■ Required action ■
Find and copy each line in the material below where the string "text" occurs.

■ Information supplied ■
══════════

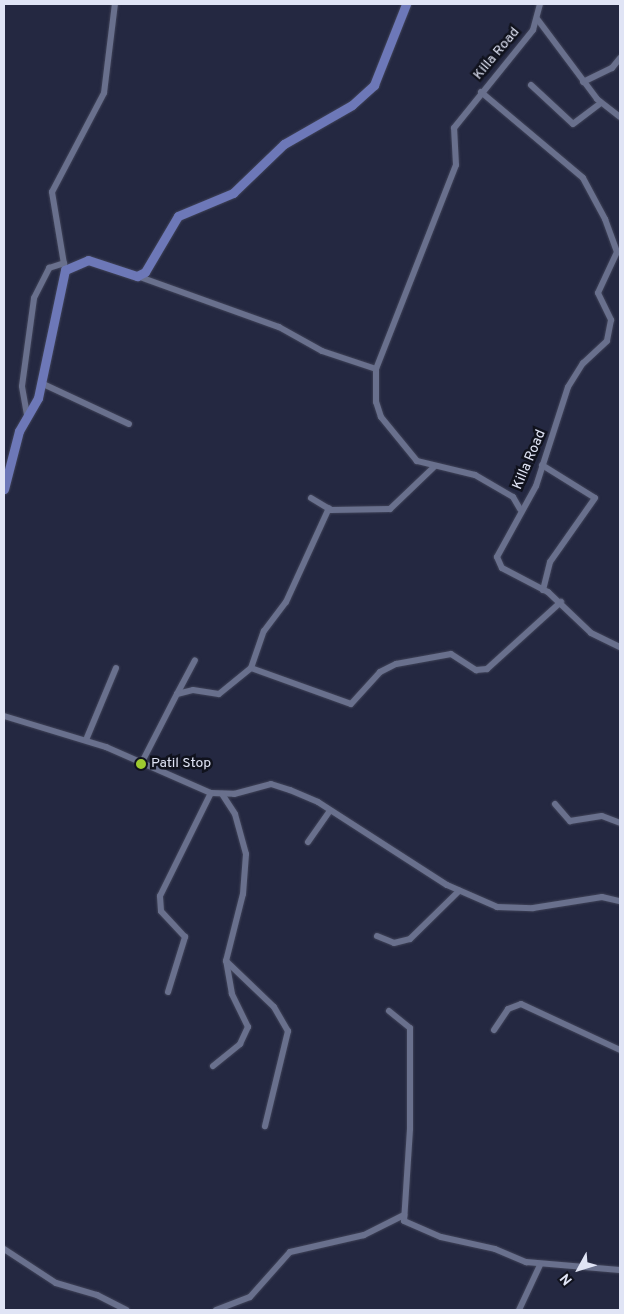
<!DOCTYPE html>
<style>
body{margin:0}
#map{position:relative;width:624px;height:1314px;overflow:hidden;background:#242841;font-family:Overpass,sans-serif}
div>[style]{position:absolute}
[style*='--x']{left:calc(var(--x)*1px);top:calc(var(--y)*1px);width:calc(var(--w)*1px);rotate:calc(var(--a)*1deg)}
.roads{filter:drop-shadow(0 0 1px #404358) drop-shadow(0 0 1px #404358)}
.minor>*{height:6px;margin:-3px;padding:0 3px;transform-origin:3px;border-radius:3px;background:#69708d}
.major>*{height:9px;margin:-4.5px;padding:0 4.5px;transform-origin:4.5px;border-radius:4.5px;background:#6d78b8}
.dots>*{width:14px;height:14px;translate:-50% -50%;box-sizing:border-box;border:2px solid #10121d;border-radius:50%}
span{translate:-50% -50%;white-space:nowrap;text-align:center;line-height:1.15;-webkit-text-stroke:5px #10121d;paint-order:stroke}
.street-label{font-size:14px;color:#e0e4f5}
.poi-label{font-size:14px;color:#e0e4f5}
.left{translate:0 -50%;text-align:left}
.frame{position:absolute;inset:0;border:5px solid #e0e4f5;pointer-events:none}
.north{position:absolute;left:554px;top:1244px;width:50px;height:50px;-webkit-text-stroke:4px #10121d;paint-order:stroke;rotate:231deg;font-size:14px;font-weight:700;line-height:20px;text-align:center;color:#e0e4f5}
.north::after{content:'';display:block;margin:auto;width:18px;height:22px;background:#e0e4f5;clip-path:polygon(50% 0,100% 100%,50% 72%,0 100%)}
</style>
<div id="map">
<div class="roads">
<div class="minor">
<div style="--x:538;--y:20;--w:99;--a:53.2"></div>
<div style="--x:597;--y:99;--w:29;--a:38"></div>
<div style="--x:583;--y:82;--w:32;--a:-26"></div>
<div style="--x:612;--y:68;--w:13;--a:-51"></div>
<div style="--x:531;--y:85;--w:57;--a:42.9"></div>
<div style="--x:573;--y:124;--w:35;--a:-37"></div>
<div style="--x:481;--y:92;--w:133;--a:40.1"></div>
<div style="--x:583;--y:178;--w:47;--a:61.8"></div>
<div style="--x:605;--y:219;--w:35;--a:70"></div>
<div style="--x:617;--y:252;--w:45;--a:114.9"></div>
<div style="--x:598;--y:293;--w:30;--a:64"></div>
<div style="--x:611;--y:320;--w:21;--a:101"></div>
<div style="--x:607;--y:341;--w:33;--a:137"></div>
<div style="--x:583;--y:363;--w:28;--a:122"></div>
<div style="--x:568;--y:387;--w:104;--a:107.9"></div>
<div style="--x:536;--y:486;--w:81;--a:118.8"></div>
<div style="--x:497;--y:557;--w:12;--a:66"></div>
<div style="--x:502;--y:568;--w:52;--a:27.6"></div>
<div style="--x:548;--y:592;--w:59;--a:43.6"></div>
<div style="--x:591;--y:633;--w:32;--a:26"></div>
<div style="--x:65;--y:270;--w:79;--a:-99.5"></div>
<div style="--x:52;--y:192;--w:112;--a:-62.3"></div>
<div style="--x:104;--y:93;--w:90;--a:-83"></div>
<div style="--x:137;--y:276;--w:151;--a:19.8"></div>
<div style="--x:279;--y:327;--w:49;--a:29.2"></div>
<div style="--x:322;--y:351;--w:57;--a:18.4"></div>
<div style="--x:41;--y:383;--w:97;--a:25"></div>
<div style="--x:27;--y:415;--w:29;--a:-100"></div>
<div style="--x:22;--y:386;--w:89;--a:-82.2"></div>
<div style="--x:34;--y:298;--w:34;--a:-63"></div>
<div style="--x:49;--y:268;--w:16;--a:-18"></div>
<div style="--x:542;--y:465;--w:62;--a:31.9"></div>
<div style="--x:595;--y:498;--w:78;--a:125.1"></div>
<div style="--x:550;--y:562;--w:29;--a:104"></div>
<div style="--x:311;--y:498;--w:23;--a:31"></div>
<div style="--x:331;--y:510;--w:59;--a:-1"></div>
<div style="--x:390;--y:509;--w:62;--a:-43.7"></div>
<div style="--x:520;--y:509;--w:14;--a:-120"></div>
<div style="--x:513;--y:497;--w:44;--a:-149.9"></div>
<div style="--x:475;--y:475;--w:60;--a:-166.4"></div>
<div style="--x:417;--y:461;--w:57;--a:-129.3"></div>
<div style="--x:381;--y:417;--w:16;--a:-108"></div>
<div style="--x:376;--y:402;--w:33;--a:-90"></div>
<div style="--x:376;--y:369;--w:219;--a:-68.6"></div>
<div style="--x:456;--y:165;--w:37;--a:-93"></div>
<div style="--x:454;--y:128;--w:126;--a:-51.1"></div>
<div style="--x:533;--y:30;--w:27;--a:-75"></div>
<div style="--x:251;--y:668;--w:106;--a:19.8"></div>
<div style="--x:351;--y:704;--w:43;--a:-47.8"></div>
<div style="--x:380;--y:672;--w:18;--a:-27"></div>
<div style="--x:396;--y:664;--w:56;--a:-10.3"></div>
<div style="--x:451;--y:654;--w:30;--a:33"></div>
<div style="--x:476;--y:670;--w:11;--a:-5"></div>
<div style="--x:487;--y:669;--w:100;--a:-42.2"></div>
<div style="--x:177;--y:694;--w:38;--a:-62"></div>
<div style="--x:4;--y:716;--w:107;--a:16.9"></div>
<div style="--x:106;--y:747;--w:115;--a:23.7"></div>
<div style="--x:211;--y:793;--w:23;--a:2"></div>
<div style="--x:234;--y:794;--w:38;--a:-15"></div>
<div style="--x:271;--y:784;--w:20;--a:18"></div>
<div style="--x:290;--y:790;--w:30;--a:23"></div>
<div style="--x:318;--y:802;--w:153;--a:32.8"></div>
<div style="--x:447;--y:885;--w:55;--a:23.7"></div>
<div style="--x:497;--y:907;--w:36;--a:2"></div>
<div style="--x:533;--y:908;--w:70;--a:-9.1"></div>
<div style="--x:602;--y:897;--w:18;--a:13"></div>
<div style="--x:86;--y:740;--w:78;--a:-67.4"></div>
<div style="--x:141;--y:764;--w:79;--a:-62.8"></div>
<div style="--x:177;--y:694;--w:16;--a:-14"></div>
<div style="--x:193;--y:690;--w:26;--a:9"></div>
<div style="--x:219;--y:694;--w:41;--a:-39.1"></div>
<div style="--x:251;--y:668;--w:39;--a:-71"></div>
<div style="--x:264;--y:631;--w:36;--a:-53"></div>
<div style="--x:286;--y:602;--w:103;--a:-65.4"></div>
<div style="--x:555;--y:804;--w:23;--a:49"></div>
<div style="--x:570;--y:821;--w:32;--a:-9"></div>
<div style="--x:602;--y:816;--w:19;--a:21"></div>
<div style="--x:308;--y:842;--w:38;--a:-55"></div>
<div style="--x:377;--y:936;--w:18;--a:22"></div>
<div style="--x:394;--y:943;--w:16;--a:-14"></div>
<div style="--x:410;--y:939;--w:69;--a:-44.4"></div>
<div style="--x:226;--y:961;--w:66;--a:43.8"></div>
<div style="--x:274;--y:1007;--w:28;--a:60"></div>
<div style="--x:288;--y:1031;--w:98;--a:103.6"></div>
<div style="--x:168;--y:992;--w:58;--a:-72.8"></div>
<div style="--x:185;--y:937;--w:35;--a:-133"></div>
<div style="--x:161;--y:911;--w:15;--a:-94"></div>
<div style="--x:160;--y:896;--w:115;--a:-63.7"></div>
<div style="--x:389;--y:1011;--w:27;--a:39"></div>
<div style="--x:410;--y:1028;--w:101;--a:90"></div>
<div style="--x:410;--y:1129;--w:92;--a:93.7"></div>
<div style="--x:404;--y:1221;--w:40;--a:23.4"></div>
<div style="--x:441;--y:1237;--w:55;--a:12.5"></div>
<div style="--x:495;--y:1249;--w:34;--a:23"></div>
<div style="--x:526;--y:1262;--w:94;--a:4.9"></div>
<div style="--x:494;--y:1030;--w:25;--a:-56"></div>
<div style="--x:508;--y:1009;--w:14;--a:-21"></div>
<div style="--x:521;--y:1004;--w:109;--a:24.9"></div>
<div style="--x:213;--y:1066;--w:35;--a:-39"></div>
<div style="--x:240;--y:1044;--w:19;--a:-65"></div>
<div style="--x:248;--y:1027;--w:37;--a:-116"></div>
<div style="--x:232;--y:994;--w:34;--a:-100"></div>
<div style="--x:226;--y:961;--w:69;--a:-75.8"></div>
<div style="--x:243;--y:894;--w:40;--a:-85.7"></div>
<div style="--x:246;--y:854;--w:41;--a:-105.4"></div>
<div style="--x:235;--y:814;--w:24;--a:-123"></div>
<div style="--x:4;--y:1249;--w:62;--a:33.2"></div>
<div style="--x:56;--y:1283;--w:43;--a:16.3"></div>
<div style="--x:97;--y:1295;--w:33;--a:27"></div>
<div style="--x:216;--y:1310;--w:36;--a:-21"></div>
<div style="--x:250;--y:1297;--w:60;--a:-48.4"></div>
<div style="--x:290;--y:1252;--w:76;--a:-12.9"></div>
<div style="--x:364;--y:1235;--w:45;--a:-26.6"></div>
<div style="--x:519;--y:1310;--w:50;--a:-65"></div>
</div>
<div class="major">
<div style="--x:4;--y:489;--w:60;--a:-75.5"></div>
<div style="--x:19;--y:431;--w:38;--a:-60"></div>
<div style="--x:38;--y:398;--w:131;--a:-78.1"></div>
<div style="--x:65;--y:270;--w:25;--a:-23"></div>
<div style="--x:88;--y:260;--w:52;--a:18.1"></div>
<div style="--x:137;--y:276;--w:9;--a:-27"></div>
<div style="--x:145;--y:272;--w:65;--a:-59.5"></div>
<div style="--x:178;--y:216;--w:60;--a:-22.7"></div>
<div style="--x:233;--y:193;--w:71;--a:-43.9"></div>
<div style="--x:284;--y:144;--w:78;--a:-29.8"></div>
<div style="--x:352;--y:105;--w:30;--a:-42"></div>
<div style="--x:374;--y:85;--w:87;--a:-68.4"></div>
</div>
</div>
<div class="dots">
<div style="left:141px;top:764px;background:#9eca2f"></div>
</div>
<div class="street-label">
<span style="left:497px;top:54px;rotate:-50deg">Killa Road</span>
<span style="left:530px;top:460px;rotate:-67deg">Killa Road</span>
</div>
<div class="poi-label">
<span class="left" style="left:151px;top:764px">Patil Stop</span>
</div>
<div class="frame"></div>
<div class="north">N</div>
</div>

══════════

■ Solution ■
span{translate:-50% -50%;white-space:nowrap;text-align:center;line-height:1.15;-webkit-text-stroke:5px #10121d;paint-order:stroke}
.left{translate:0 -50%;text-align:left}
.north{position:absolute;left:554px;top:1244px;width:50px;height:50px;-webkit-text-stroke:4px #10121d;paint-order:stroke;rotate:231deg;font-size:14px;font-weight:700;line-height:20px;text-align:center;color:#e0e4f5}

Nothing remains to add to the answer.